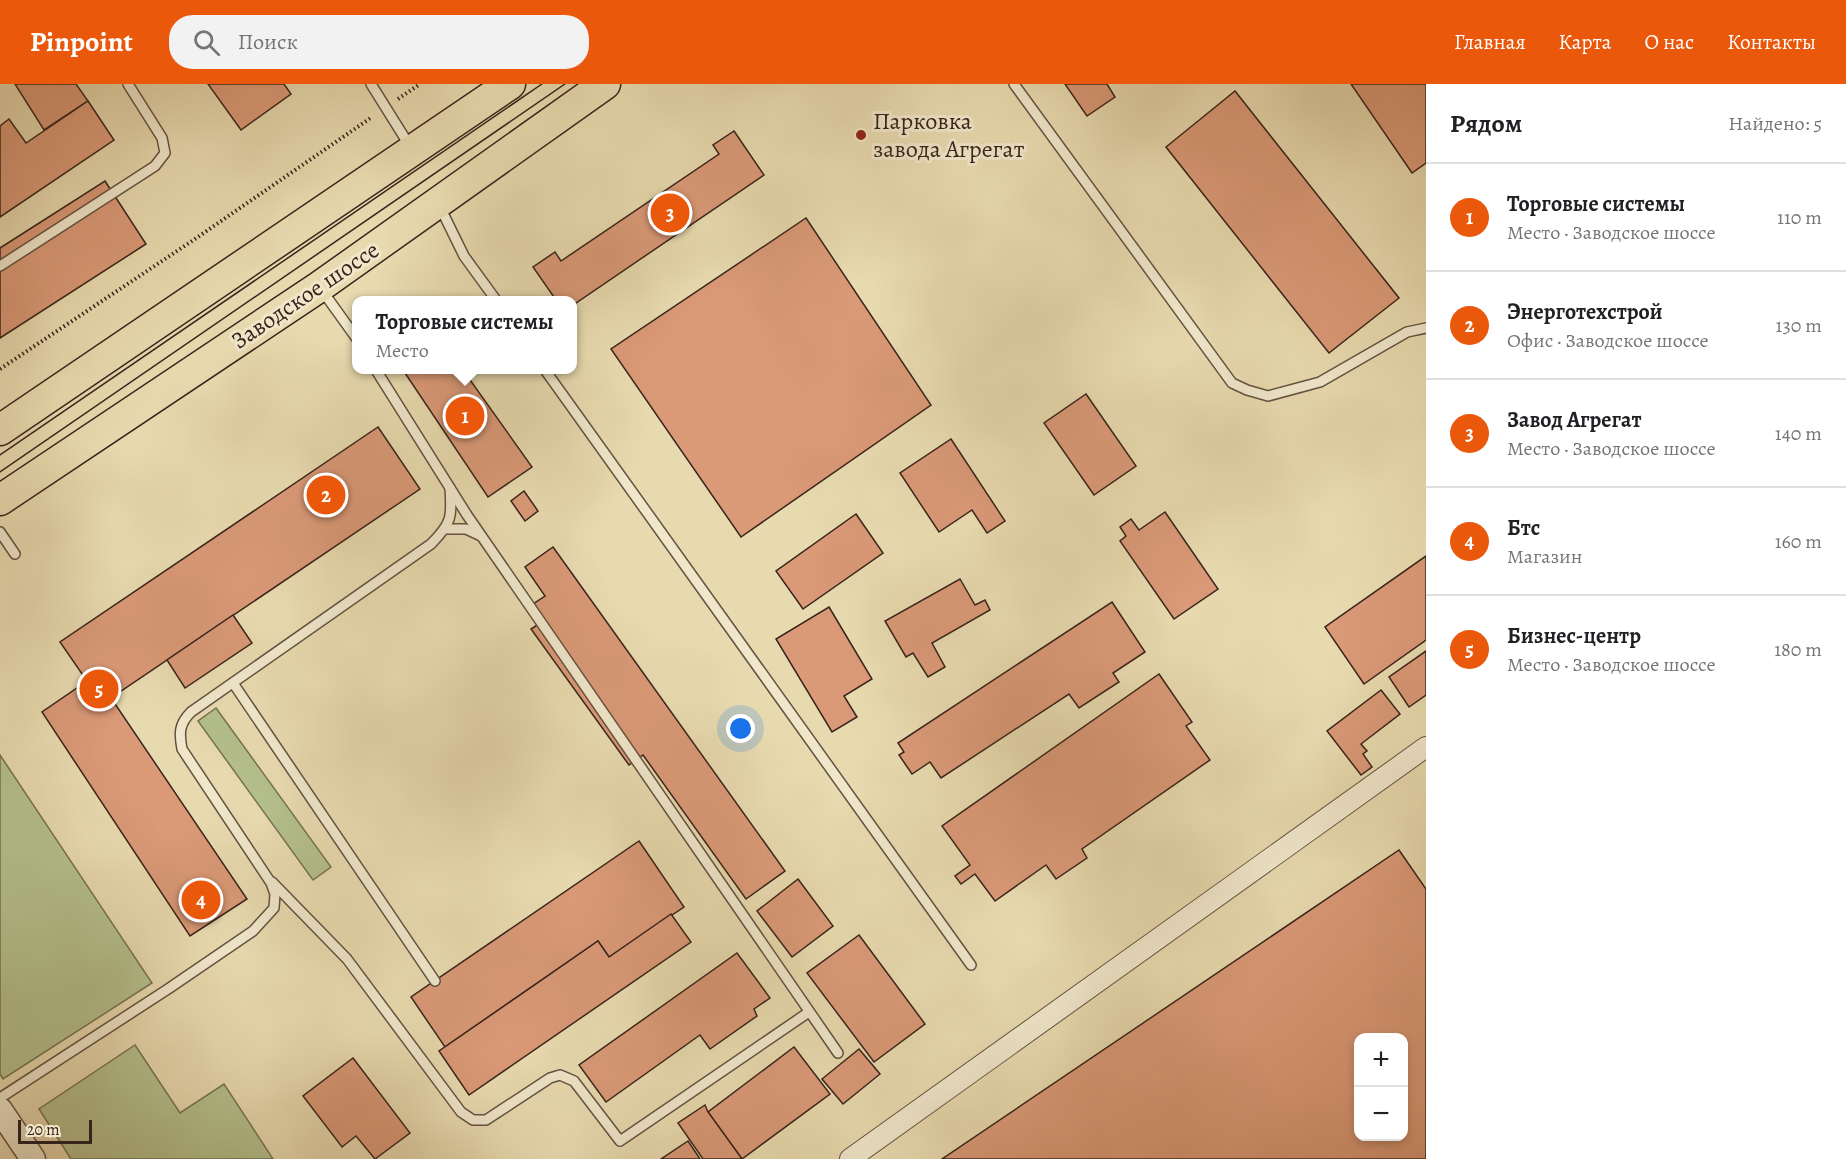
<!DOCTYPE html>
<html lang="ru">
<head>
<meta charset="utf-8">
<style>
  :root { --surface:#fff; --page:#f2f2f2; --text:#202124; --muted:#757577; --line:#e0e0e0; --accent:#ea580c }
  body { margin:0; font-family:Alegreya,serif; background:var(--page); color:var(--text) }
  .controls { position:absolute; right:18px; bottom:18px; display:grid; overflow:hidden; border-radius:12px; box-shadow:0 3px 9px #0003 }
  .controls button { width:54px; height:54px; display:grid; place-items:center; padding:0; border:0; border-bottom:2px solid var(--line); background:var(--surface); color:var(--text); font:30px sans-serif }
  .scale { position:absolute; left:18px; bottom:15px; width:74px; box-sizing:border-box; padding-left:6px; border:3px solid #38241b; border-top:0; font-size:16px; line-height:21px; white-space:nowrap; color:#38241b; -webkit-text-stroke:4px #f0e7cb; paint-order:stroke }
  .you { position:absolute; left:741px; top:645px; width:21px; height:21px; margin:-15px; border:4px solid #fff; border-radius:50%; background:#1a73e8; box-shadow:0 0 0 9px #1a73e833 }
  .badge { display:grid; place-items:center; width:39px; height:39px; border-radius:50%; background:var(--accent); color:#fff; font-size:20px; font-weight:700 }
  .pin { position:absolute; translate:-50% -50%; border:3px solid #fff; box-shadow:0 2px 6px #0006 }
  .popup { position:absolute; left:352px; top:212px; width:225px; height:78px; box-sizing:border-box; display:grid; place-content:center; border-radius:12px; background:var(--surface); filter:drop-shadow(0 2px 4px #0005); font-size:20px; white-space:nowrap; color:var(--muted) }
  .popup b { font-size:22px; color:var(--text) }
  .popup::after { content:''; position:absolute; left:50%; top:100%; margin-left:-12px; border:12px solid transparent; border-top-color:var(--surface) }
  .list { margin:0; padding:0; list-style:none }
  h2 { display:flex; justify-content:space-between; align-items:center; height:78px; margin:0; padding:0 24px; font-size:26px }
  h2 small { font-size:20px; font-weight:400; color:var(--muted) }
  .list li { display:grid; grid-template-columns:39px 1fr auto; gap:18px; align-items:center; box-sizing:border-box; height:108px; padding:0 24px; border-top:2px solid var(--line) }
  .list b { display:block; font-size:22px; white-space:nowrap }
  .list p { margin:0; font-size:20px; white-space:nowrap; color:var(--muted) }
  .list em { font-size:20px; font-style:normal; color:var(--muted) }
  .icon { flex:none; width:33px; height:33px; fill:none; stroke:currentColor; stroke-width:2; stroke-linecap:round; stroke-linejoin:round }
  .map { position:relative; flex:none; width:1426px; height:1075px; overflow:hidden }
  header { display:flex; align-items:center; gap:36px; box-sizing:border-box; height:84px; padding:0 30px; background:var(--accent); color:#fff }
  header strong { font-size:28px }
  nav { display:flex; gap:33px; margin-inline-start:auto; font-size:21px }
  .search { width:420px; height:54px; background:var(--page); display:flex; align-items:center; gap:15px; box-sizing:border-box; padding:0 21px; border-radius:24px; color:var(--muted); font-size:22px }
  main { display:flex }
  aside { flex:1; background:var(--surface) }
  .map>svg:first-child { display:block }
  .green { fill:#b4c08c; stroke:#767254; stroke-width:1.5 }
  .building { fill:#da9977; stroke:#38241b; stroke-width:1.5; fill-rule:evenodd }
  .lines { fill:none; stroke-linecap:round; stroke-linejoin:round }
  .service-casing { stroke:#645240; stroke-width:12 }
  .minor-casing { stroke:#645240; stroke-width:22 }
  .tertiary-casing { stroke:#645240; stroke-width:27 }
  .primary-casing { stroke:#38241b; stroke-width:33 }
  .path { stroke:#38241b; stroke-width:4; stroke-dasharray:1.5 3; stroke-linecap:butt }
  .service { stroke:#f0e7cb; stroke-width:9 }
  .minor { stroke:#f0e7cb; stroke-width:20 }
  .tertiary { stroke:#f0e7cb; stroke-width:24 }
  .primary { stroke:#e8daaf; stroke-width:30 }
  .tram { stroke:#38241b; stroke-width:1.5 }
  .poi-dot { fill:#8f2418; stroke:#f0e7cb; stroke-width:2 }
  .labels { text-anchor:middle; dominant-baseline:central; stroke-width:6; stroke-linejoin:round; paint-order:stroke }
  .poi-label { font-size:24px; fill:#38241b; stroke:#f0e7cb; text-anchor:start }
  .street-label { font-size:24px; fill:#38241b; stroke:#f0e7cb }
</style>
</head>
<body>
<header>
<strong>Pinpoint</strong>
<div class="search"><svg class="icon" aria-label="search" viewBox="0 0 24 24"><circle cx="10" cy="10" r="6"/><path d="M15 15l6 6"/></svg>Поиск</div>
<nav><a>Главная</a><a>Карта</a><a>О нас</a><a>Контакты</a></nav>
</header>
<main>
<div class="map">
<svg width="1426" height="1075" viewBox="0 0 1426 1075">
  <rect width="100%" height="100%" fill="#e8daaf"/>
  <filter id="stains"><feTurbulence type="fractalNoise" baseFrequency=".00333" numOctaves="4"/><feColorMatrix values="0 0 0 0 .2 0 0 0 0 .09 0 0 0 0 .02 0 0 0 .5 -.17"/></filter>
  <radialGradient id="worn" r=".72"><stop offset=".6" stop-color="#630" stop-opacity="0"/><stop offset="1" stop-color="#630" stop-opacity=".3"/></radialGradient>
  <g class="green">
    <polygon points="216,624 331,783 313,796 198,637"/>
    <polygon points="0,671 152,899 3,995 0,990"/>
    <polygon points="135,961 180,1029 224,1000 273,1075 71,1075 39,1025"/>
  </g>
  <g class="building">
    <polygon points="15,0 76,0 88,17 44,46"/>
    <polygon points="208,0 284,0 291,10 241,46"/>
    <polygon points="1065,0 1107,0 1115,13 1087,32"/>
    <polygon points="1351,0 1426,0 1426,79 1412,89"/>
    <polygon points="1235,7 1399,214 1329,269 1166,63"/>
    <polygon points="88,17 114,56 0,133 0,42 9,35 26,59"/>
    <polygon points="734,47 764,91 573,221 573,216 556,216 533,183 555,168 561,177 719,70 713,61"/>
    <polygon points="105,97 146,160 0,254 0,164"/>
    <polygon points="806,134 931,321 741,453 611,265"/>
    <polygon points="403,286 463,286 532,383 488,413"/>
    <polygon points="1086,310 1136,382 1094,411 1044,339"/>
    <polygon points="378,343 420,405 111,614 247,815 190,852 42,628 87,597 60,558"/>
    <polygon points="951,355 1005,437 987,449 972,426 939,448 900,389"/>
    <polygon points="524,407 538,427 525,437 511,417"/>
    <polygon points="1165,428 1218,505 1174,535 1120,457 1126,452 1120,443 1131,435 1139,446"/>
    <polygon points="856,430 883,469 803,525 776,487"/>
    <polygon points="553,463 785,787 746,815 643,671 629,681 531,545 539,540 527,524 545,512 525,483"/>
    <polygon points="1426,472 1426,556 1364,600 1325,543"/>
    <polygon points="960,495 975,521 985,516 990,526 932,559 945,583 928,593 913,569 906,573 885,537"/>
    <polygon points="1112,518 1145,568 1113,589 1119,598 1079,624 1069,610 941,694 930,678 912,690 899,671 904,668 898,659"/>
    <polygon points="829,523 872,595 844,612 857,633 832,648 776,555"/>
    <polygon points="233,531 252,559 185,604 167,576"/>
    <polygon points="1426,567 1426,611 1409,623 1389,593"/>
    <polygon points="1159,590 1192,638 1186,642 1210,676 1082,765 1087,774 1056,795 1046,781 995,817 975,790 961,800 955,792 970,781 942,742"/>
    <polygon points="1381,606 1400,630 1361,660 1367,667 1363,670 1372,683 1361,691 1327,647"/>
    <polygon points="639,757 684,823 609,873 598,857 445,963 411,913"/>
    <path d="M1399 766 1426 805V1075H942ZM1358 954H1404V1052H1358Z"/>
    <polygon points="798,795 833,842 792,873 757,827"/>
    <polygon points="671,830 691,858 469,1011 439,967 598,857 609,873"/>
    <polygon points="859,851 925,940 874,978 807,889"/>
    <polygon points="737,869 770,914 754,925 757,932 710,965 700,951 606,1018 579,981"/>
    <polygon points="794,963 830,1010 742,1075 708,1028"/>
    <polygon points="859,965 880,990 843,1020 822,995"/>
    <polygon points="353,974 410,1049 375,1075 356,1052 342,1063 303,1012"/>
    <polygon points="705,1021 708,1028 742,1075 703,1075 678,1039"/>
    <polygon points="688,1057 700,1075 661,1075"/>
  </g>
  <g class="lines">
    <defs>
      <g id="service">
        <polyline points="371,0 411,64"/>
        <polyline points="1014,0 1232,299 1247,306 1268,312 1320,298 1407,248 1426,244"/>
        <polyline points="439,121 464,172 496,216"/>
        <polyline points="0,182 155,82 165,69 162,54 128,0"/>
        <polyline points="321,205 357,255"/>
        <polyline points="376,286 467,431 838,969"/>
        <polyline points="545,286 971,881"/>
        <polyline points="446,445 466,445 481,452"/>
        <polyline points="0,448 15,470"/>
        <polyline points="233,599 435,897"/>
        <polyline points="272,798 347,875 461,1028 473,1036 486,1036 550,994 560,991 574,997 620,1057 809,928"/>
        <path d="M0 1014 168 905 253 847 274 824 275 810 271 799 182 665C179 649 179 640 191 628L431 460C452 439 452 433 450 404"/>
      </g>
      <polyline id="minor" points="850,1075 1426,663"/>
      <polyline id="tertiary" points="0,1026 33,1075"/>
      <g id="primary">
        <polyline points="0,346 510,0"/>
        <polyline points="0,416 319,203 605,0"/>
      </g>
    </defs>
    <use href="#service" class="service-casing"/>
    <use href="#minor" class="minor-casing"/>
    <use href="#tertiary" class="tertiary-casing"/>
    <use href="#primary" class="primary-casing"/>
    <g class="path">
      <polyline points="398,15 420,0"/>
      <polyline points="0,285 195,155 372,33"/>
    </g>
    <use href="#service" class="service"/>
    <use href="#minor" class="minor"/>
    <use href="#tertiary" class="tertiary"/>
    <use href="#primary" class="primary"/>
    <g class="tram">
      <polyline points="0,371 542,0"/>
      <polyline points="0,388 565,0"/>
    </g>
  </g>
  <circle class="poi-dot" cx="861" cy="51" r="6"/>
  <g class="labels">
    <g class="poi-label">
      <text x="873" y="37">Парковка<tspan x="873" dy="28">завода Агрегат</tspan></text>
    </g>
    <g class="street-label">
      <text transform="translate(305 211) rotate(-34)">Заводское шоссе</text>
    </g>
  </g>
  <rect width="100%" height="100%" filter="url(#stains)"/>
  <rect width="100%" height="100%" fill="url(#worn)"/>
</svg>
<div class="controls">
<button>+</button>
<button>−</button>
</div>
<div class="scale">20 m</div>
<div class="you"></div>
<div class="pin badge" style="left:465px;top:332px">1</div>
<div class="popup"><b>Торговые системы</b>Место</div>
<div class="pin badge" style="left:326px;top:411px">2</div>
<div class="pin badge" style="left:670px;top:129px">3</div>
<div class="pin badge" style="left:201px;top:816px">4</div>
<div class="pin badge" style="left:99px;top:605px">5</div>
</div>
<aside>
<h2>Рядом<small>Найдено: 5</small></h2>
<ul class="list">
<li><span class="badge">1</span><div><b>Торговые системы</b><p>Место · Заводское шоссе</p></div><em>110 m</em></li>
<li><span class="badge">2</span><div><b>Энерготехстрой</b><p>Офис · Заводское шоссе</p></div><em>130 m</em></li>
<li><span class="badge">3</span><div><b>Завод Агрегат</b><p>Место · Заводское шоссе</p></div><em>140 m</em></li>
<li><span class="badge">4</span><div><b>Бтс</b><p>Магазин</p></div><em>160 m</em></li>
<li><span class="badge">5</span><div><b>Бизнес-центр</b><p>Место · Заводское шоссе</p></div><em>180 m</em></li>
</ul>
</aside>
</main>
</body>
</html>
============
● **ABOUT THIS EXERCISE**: Using the records above, find and show each line with the string "body".

● **TASK RESULT**:
  body { margin:0; font-family:Alegreya,serif; background:var(--page); color:var(--text) }
<body>
</body>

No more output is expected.